> _TASK TO COMPLETE_: Copy out each line containing "align" from the entries below.

> _DATASET RECORDS_:
--------------------------------
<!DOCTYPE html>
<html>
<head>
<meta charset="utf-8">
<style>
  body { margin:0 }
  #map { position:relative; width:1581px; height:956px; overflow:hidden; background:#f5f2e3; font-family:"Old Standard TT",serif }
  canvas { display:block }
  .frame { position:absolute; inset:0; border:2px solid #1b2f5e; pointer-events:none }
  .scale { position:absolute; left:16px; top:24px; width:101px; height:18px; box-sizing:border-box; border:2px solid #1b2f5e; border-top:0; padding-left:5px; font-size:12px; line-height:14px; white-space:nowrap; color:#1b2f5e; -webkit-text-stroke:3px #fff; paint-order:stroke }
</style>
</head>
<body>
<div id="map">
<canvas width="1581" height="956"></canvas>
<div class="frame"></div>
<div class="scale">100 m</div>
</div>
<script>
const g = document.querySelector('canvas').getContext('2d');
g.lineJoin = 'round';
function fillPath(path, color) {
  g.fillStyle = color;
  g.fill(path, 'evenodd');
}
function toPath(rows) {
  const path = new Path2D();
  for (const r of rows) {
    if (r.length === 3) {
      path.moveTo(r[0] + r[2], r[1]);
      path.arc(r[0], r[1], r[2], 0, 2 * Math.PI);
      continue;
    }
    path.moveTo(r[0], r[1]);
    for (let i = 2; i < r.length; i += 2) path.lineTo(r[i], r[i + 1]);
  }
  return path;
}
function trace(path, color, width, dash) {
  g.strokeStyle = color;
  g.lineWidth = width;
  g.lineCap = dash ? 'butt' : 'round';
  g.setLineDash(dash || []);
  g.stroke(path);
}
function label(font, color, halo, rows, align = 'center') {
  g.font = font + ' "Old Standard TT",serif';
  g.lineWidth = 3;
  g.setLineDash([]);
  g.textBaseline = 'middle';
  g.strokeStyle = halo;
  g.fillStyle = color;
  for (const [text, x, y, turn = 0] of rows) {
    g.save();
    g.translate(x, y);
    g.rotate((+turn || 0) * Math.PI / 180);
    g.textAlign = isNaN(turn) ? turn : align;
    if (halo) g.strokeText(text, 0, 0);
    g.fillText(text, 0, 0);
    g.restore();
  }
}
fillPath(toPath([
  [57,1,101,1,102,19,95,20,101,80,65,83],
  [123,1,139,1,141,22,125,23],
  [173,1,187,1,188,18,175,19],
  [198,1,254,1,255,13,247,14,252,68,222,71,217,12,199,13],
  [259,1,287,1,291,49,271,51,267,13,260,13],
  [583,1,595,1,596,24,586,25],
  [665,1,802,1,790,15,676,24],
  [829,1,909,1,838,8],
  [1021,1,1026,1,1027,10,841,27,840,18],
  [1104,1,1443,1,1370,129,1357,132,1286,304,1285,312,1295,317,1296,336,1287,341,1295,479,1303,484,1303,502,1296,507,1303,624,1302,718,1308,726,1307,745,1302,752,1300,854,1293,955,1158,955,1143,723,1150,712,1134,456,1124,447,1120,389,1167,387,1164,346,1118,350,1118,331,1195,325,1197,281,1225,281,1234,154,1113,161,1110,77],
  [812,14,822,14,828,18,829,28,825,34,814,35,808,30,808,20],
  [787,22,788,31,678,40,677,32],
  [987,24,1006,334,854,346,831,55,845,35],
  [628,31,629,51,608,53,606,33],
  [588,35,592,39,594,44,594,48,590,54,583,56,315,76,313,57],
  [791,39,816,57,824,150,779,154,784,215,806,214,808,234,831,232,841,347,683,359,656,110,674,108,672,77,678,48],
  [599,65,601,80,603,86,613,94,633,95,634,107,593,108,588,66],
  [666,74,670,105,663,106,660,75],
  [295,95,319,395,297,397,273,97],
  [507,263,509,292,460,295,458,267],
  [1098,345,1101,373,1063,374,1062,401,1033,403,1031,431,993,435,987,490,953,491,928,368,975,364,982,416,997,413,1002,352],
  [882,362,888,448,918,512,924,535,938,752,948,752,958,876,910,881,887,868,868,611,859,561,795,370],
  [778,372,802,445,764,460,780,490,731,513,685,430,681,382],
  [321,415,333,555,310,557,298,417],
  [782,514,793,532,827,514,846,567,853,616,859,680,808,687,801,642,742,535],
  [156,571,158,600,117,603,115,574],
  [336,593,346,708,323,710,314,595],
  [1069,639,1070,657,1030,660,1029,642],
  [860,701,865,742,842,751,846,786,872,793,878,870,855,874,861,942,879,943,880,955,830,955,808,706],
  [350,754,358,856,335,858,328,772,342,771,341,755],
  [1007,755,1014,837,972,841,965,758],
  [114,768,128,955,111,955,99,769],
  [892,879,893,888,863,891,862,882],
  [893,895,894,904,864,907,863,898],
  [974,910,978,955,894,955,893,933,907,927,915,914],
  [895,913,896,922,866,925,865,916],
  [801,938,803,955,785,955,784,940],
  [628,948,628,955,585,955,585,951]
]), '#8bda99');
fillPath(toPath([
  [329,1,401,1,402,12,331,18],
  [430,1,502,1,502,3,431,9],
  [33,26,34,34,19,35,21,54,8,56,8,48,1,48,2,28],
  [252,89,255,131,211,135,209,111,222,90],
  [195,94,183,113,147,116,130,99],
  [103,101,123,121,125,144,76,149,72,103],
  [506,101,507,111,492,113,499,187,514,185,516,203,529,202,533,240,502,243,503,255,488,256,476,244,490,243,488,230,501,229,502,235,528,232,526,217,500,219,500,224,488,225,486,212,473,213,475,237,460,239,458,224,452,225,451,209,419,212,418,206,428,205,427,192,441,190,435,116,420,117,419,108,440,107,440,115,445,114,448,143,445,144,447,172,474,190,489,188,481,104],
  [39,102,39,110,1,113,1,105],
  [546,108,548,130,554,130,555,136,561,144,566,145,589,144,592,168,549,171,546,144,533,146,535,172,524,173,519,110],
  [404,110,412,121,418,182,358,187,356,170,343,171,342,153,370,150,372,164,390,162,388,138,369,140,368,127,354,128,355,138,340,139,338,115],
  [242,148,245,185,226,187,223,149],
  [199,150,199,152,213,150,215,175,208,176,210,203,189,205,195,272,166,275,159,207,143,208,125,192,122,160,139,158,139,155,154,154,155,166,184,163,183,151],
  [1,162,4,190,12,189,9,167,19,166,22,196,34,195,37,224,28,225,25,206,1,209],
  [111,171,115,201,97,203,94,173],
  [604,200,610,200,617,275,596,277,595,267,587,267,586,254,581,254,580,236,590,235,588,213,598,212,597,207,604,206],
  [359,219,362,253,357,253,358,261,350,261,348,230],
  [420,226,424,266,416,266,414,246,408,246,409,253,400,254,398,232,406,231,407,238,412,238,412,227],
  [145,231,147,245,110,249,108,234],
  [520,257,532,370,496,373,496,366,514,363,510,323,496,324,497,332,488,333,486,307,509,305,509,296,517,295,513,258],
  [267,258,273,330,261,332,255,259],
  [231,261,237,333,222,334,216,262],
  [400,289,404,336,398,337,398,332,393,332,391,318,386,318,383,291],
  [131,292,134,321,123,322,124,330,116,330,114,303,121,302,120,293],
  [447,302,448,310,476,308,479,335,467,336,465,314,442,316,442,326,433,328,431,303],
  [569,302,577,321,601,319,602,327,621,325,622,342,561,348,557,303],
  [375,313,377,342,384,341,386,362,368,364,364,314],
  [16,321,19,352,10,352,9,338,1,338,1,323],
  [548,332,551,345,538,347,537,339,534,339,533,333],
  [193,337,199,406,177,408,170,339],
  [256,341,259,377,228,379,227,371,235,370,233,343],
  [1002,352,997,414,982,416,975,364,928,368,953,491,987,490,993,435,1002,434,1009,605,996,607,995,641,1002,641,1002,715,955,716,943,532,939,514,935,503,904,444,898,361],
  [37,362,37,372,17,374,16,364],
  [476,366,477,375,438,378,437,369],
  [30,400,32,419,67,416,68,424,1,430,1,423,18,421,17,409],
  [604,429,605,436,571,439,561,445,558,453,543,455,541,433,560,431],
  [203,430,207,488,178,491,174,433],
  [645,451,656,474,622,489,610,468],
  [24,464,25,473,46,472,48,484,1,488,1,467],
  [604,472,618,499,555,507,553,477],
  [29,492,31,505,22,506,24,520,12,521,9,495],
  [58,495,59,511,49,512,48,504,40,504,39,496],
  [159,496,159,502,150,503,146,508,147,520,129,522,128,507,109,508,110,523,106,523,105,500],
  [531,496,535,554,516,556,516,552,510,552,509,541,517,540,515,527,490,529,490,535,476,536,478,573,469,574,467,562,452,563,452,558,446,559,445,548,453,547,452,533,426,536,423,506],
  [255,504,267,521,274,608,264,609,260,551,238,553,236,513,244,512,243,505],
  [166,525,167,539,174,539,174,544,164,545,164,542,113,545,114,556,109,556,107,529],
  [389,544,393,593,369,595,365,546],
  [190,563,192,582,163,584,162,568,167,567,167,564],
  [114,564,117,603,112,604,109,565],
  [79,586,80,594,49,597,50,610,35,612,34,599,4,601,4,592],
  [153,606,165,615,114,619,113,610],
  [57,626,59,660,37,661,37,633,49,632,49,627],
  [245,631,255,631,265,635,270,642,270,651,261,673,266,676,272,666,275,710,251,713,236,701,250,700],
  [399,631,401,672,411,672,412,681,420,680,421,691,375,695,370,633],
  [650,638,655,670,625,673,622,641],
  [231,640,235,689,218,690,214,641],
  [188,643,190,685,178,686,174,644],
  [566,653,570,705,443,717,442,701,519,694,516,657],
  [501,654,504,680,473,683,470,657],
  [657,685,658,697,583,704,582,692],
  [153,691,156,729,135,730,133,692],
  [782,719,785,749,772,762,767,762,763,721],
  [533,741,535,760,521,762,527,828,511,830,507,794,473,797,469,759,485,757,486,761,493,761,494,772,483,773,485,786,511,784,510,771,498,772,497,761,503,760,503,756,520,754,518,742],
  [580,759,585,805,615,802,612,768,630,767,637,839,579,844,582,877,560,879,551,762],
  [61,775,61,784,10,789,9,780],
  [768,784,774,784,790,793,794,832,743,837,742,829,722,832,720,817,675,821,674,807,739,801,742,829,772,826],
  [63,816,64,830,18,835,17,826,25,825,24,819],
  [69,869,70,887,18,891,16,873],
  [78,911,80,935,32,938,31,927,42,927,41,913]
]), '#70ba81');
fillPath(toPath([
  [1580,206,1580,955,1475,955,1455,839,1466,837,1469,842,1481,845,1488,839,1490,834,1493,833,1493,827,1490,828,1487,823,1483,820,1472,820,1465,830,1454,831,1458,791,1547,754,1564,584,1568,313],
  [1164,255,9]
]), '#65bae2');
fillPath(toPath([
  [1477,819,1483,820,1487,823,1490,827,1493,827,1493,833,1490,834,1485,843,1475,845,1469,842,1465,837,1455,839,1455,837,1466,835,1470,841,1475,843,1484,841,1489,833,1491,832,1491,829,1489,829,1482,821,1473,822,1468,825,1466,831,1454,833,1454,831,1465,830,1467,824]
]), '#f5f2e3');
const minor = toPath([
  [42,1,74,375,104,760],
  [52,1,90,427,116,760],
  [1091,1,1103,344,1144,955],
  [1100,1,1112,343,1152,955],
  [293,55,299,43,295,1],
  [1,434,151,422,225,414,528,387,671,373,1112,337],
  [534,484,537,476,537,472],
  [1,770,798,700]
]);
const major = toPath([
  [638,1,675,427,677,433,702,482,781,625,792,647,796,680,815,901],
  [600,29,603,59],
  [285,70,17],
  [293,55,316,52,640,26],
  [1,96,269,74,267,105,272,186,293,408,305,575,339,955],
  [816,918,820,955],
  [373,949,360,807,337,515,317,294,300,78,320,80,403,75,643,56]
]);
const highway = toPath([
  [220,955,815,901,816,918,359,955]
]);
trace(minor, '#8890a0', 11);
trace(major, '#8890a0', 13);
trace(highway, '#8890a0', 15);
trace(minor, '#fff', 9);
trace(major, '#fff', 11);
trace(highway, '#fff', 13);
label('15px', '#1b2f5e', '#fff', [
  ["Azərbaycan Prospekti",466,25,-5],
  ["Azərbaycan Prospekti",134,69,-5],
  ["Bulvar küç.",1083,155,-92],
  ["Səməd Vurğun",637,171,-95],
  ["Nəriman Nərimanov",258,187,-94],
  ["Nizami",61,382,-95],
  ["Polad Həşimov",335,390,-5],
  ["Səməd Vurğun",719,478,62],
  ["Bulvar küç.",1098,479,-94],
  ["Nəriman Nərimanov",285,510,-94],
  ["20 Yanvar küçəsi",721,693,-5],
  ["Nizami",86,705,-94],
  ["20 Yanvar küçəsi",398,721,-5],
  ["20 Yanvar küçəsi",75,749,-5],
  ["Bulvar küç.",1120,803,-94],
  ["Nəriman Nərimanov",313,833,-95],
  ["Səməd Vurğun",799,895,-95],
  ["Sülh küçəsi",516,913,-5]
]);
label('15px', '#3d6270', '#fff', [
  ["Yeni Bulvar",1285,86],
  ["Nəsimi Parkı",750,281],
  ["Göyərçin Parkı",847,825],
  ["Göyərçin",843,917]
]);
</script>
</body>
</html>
--------------------------------
> _REPLY TO THE TASK_:
function label(font, color, halo, rows, align = 'center') {
    g.textAlign = isNaN(turn) ? turn : align;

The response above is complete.